Fleming disputes the reports by organisations like the UN and IGLHRC of a 'deathzone' for Iraqi LGBT. In fact he denied that homosexuality was a crime punishable by death.

Despite this, the issue of 'individual rights' was something US forces "frequently raise with Iraqi leaders and officials," he said.

It is unfortunate that due to language issues and bad reporting (such as of all those on death row being gay) that the urgent calls from Iraqi gays for help have been lost in translation. It's essential that other groups like the UN and IGLRC urgently investigate and substantiate Iraqi LGBT's reports.

What is clear is that Iraq's government has form. Plus that homosexuality is not just a cultural but a legal and political issue there.

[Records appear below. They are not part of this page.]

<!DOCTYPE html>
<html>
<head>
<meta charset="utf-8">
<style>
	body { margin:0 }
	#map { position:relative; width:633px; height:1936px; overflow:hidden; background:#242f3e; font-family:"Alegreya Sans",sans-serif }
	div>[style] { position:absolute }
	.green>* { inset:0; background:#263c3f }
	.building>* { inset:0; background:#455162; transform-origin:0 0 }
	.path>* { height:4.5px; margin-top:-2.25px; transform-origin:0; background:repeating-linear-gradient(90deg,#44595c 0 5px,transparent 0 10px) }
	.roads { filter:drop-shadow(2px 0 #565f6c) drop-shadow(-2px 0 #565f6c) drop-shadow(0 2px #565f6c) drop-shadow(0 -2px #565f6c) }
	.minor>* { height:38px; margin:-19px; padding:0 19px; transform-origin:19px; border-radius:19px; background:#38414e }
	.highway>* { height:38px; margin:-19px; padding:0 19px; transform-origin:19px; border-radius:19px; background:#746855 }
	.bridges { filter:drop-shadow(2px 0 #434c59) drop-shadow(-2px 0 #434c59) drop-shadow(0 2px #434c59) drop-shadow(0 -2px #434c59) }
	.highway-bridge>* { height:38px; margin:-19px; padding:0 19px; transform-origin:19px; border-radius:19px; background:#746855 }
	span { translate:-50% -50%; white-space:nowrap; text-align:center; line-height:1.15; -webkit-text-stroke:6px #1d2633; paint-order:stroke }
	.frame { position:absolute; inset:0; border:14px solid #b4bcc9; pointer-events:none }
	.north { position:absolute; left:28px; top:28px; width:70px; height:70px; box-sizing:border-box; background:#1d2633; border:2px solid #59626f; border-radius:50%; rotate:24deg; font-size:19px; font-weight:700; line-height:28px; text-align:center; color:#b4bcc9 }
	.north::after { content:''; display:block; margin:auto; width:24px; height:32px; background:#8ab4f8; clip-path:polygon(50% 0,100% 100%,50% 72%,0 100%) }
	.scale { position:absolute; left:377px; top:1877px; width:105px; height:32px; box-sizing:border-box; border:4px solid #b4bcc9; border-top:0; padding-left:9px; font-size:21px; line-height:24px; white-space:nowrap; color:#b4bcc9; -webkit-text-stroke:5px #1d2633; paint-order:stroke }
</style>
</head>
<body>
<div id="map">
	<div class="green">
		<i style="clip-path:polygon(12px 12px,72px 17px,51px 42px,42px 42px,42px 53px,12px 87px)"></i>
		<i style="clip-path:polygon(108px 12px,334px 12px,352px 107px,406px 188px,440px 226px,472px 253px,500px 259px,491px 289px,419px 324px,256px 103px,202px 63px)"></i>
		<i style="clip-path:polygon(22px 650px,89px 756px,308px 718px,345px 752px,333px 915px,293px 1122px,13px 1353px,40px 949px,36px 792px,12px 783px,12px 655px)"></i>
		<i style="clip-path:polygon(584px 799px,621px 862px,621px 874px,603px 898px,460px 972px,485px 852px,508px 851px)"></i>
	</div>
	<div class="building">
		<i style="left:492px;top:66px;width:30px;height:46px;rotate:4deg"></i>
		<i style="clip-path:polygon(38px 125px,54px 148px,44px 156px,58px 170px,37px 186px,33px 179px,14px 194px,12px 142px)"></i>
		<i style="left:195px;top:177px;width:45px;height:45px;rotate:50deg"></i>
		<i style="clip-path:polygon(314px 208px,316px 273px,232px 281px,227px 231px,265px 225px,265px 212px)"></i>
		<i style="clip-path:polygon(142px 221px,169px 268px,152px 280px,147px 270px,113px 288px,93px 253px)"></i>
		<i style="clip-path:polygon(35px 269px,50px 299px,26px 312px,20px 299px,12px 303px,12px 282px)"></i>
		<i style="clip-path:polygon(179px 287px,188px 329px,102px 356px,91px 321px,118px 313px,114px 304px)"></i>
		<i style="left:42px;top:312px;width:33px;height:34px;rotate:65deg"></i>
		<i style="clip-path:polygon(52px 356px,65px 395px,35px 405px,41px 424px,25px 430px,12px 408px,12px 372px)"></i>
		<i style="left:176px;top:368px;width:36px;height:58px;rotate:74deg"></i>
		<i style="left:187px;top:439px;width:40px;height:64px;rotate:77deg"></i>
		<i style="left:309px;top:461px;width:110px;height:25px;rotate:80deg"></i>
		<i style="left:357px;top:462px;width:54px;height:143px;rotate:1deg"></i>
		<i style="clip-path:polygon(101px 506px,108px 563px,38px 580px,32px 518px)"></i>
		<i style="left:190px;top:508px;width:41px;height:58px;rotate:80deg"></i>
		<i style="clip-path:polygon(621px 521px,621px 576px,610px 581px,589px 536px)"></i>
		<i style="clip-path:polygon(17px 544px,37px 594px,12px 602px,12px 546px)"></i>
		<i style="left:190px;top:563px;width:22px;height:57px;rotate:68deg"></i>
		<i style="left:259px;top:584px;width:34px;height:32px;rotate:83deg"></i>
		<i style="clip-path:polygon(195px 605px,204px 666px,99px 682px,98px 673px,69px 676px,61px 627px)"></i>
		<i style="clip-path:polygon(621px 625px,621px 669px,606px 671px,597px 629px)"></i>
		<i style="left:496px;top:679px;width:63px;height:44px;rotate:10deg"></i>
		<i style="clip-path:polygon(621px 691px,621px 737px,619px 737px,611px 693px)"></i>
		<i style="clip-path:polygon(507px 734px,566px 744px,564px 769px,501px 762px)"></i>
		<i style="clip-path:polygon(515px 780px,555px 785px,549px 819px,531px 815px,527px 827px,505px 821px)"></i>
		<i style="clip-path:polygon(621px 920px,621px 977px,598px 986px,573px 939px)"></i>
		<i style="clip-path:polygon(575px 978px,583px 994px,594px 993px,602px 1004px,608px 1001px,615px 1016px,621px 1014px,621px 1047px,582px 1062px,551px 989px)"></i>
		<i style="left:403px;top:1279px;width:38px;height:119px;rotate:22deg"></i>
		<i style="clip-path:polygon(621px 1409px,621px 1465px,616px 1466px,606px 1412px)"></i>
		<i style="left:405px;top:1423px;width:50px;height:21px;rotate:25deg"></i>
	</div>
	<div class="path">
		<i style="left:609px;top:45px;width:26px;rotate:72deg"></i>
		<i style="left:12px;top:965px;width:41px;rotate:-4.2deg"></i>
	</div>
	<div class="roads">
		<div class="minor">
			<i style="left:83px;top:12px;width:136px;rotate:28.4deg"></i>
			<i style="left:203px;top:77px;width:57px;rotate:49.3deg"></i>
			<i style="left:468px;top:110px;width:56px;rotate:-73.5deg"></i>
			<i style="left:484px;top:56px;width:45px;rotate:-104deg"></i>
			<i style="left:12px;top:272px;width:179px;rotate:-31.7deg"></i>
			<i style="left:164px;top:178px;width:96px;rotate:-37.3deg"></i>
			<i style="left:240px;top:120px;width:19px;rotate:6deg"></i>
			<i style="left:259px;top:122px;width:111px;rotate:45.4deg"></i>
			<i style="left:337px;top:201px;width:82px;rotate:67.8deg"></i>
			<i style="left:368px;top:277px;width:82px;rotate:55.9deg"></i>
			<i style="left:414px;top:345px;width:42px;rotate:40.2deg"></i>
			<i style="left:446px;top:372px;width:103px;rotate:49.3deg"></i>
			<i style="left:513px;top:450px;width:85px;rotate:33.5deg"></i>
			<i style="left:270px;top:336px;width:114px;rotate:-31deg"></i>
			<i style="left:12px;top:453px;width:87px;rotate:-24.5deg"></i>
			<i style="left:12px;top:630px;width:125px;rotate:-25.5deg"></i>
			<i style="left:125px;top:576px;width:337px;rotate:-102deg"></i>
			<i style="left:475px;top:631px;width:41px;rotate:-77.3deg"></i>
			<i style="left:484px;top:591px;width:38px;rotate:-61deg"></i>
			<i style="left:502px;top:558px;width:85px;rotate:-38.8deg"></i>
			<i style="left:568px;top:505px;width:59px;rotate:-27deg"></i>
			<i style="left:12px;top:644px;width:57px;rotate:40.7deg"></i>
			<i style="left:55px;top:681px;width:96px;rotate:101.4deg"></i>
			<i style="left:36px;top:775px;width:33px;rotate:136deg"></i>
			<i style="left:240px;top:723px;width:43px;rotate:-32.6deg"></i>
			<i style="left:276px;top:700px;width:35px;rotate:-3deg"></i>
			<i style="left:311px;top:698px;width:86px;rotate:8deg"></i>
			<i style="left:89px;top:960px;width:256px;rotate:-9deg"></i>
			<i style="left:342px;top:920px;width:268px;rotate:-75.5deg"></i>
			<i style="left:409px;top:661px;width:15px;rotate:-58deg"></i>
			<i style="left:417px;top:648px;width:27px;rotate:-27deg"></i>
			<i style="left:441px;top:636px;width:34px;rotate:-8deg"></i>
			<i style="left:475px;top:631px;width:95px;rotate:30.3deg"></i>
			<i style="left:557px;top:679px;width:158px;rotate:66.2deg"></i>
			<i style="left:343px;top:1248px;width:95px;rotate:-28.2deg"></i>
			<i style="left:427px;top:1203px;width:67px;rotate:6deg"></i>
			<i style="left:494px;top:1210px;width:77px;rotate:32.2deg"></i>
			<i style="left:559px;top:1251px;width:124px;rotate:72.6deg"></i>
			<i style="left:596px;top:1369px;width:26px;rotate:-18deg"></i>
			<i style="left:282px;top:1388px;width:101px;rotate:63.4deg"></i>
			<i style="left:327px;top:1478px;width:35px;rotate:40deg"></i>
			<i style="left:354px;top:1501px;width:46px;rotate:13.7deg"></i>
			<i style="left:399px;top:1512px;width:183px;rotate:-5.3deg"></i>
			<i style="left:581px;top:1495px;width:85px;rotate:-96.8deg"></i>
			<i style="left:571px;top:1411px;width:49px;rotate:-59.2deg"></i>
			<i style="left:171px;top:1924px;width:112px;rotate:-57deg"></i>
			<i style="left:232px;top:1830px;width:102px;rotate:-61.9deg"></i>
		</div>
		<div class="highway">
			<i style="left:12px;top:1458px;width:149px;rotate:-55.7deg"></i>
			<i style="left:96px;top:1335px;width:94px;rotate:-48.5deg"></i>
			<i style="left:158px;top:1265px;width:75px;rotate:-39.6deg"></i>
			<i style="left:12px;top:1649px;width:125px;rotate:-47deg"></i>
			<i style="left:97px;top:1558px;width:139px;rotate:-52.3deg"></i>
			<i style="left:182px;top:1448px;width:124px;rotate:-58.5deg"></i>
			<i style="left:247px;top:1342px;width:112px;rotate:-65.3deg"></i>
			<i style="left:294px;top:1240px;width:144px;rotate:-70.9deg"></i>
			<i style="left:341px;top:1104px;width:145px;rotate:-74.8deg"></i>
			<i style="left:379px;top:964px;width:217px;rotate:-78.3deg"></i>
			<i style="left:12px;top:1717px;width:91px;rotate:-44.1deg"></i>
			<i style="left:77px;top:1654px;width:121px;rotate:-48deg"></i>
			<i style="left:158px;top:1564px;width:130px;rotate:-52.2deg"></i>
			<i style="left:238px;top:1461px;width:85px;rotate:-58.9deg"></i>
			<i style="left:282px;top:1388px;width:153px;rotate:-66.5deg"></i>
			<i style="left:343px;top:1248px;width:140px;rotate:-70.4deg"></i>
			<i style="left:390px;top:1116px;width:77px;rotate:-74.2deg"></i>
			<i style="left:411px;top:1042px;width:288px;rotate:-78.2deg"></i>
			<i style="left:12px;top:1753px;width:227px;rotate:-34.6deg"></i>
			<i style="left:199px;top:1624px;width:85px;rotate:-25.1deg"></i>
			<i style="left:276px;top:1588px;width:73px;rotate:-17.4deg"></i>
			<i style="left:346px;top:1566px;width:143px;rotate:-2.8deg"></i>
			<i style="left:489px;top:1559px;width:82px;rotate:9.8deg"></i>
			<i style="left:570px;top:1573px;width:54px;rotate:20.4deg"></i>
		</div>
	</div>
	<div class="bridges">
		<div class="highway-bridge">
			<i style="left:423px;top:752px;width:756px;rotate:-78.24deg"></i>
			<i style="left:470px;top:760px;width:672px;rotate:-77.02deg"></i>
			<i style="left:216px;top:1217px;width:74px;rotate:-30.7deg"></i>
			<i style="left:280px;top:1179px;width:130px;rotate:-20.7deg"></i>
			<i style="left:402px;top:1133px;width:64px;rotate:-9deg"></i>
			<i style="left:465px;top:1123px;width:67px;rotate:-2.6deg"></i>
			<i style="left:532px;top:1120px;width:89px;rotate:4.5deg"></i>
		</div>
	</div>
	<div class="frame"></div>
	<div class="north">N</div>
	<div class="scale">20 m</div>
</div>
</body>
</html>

There are grounds to believe Iraqi LGBT reports that there would be a government organised pogram of LGBT.

What Iraqi LGBT are saying is that in Iraq we currently have the world's worst 'deathzone' for LGBT, far worse than Iran.

It may not suit the interests of western governments who support the Iraqi government to say this so it is up to others to hold Hillary Clinton to her words in Brussels as well as the fine words of David Milliband on LGBT rights.

And when she returns to Washington Hillary might want to look at what her spokespeople are saying in her name.

Postscript: Human Rights Watch (HRW) are reportedly trying to obtain corroboration of gay men on death row for homosexuality. HRW's Scott Long in an email circulated to the gayswithoutborders listserv said "we are trying urgently to determine who they are and what has happened."